No high-fallutin' technical briefing -- and no solid specifics in some very pertinent areas -- has the Canadian Taxpayers Federation seeing red in numbers that Premier Alison Redford had promised to be in the black by 2013.
Slimmed down by a third from 13 pages to nine from the previous first quarter fiscal update, the new report is glammed-up with flashy graphics, but it is missing a few details -- like where an extra $300 million in "premium fees and revenues" came from.
There's ample white space, but no capital plan specifics, no net financial and capital assets summary.
Instead, a three-page narrative on the province's economic outlook.
Horner said the stripped-down piece follows advice from the auditor general.
"A more meaningful report of realities that is understandable, rather than a prediction of things that may or may not come," he said.
"We didn't do a technical briefing because the reality is if you have to do a technical briefing for you folks, how would we expect Albertans are going to understand what we're telling you?
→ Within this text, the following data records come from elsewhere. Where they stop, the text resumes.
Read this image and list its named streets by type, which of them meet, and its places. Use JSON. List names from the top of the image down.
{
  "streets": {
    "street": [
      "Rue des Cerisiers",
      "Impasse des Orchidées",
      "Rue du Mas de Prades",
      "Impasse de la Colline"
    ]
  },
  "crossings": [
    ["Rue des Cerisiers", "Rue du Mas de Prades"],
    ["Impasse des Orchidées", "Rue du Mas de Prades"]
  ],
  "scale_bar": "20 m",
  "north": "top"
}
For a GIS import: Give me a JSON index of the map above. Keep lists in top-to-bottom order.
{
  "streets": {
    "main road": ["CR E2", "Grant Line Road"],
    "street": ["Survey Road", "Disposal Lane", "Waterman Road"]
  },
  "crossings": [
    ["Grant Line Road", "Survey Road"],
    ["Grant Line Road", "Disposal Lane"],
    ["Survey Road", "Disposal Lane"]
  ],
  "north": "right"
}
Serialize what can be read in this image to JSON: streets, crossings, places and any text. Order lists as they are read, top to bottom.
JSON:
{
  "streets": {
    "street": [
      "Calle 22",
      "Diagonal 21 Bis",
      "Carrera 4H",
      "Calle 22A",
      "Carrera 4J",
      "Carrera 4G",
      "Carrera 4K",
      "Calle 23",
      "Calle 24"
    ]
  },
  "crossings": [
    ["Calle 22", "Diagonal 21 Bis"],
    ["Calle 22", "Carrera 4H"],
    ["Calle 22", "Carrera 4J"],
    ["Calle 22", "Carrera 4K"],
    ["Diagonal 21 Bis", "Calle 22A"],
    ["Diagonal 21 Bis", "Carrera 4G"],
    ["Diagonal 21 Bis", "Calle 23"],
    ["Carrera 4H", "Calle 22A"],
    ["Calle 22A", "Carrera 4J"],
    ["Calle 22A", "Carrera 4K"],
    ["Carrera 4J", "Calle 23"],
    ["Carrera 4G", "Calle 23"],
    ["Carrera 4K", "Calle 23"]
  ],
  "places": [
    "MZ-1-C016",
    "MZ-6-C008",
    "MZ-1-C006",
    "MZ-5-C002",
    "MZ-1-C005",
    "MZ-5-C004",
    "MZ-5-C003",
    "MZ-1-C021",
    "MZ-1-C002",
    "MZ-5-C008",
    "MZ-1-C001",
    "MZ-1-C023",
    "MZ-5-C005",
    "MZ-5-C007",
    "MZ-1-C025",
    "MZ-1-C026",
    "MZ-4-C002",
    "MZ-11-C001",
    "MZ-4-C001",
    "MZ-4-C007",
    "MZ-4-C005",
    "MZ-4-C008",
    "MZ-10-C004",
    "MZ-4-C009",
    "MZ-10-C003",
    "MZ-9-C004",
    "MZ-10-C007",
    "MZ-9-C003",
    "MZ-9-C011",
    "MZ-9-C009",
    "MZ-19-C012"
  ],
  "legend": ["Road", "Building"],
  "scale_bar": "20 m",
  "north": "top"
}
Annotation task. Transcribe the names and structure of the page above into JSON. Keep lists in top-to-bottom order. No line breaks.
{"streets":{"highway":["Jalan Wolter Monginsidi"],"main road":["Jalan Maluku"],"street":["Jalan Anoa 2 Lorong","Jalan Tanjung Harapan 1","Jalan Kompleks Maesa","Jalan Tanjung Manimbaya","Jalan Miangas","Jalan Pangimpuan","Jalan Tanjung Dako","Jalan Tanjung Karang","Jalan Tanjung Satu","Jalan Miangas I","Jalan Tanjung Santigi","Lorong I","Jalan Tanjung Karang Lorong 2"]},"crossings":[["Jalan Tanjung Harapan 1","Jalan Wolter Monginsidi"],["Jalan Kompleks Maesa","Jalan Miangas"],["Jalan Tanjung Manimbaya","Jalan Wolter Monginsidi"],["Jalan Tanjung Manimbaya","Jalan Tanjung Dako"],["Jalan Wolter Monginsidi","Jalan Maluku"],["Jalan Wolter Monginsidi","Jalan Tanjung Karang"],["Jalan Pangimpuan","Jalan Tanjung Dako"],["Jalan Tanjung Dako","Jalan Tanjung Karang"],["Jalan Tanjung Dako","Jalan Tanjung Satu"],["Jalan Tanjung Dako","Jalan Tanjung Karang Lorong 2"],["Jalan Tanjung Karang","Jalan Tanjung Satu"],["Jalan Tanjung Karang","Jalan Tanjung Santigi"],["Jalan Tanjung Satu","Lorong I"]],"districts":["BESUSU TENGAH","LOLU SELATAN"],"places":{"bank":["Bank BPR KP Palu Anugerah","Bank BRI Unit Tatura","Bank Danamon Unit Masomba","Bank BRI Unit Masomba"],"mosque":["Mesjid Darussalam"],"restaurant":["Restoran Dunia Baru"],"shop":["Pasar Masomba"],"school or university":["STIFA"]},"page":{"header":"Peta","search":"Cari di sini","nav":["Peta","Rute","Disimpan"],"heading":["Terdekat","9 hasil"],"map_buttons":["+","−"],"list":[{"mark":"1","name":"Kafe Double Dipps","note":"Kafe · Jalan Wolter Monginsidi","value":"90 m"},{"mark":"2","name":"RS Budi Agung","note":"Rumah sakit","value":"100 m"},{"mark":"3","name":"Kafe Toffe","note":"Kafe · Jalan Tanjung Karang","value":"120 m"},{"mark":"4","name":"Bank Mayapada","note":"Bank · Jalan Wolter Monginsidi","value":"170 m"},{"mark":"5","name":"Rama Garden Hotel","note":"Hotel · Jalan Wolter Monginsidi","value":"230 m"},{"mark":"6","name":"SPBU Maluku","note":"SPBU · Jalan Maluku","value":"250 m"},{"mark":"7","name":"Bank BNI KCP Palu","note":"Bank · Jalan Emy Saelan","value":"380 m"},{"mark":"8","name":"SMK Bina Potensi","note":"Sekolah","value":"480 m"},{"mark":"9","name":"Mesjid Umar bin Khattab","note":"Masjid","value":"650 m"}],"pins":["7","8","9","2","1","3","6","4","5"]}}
I want Albertans to understand what the first quarter results are based on actual to budget, just the way they would do at home, just the way they would do in their business."
The no-explanation explanation infuriated Hennig.
"That is the most insulting thing I've ever heard -- basically telling the the reporters and Albertans they're too stupid to understand the numbers," Scott Hennig, director of the Canadian Taxpayers Federation (CTF), said.
The close-mouthed report could be in violation of Alberta's Fiscal Responsibility Act, he said.
"They have to, by law, every quarter produce a quarterly budget update. This is not a quarterly budget update ... This is a glossy brochure. I've never seen anything as ridiculous as this," Hennig said.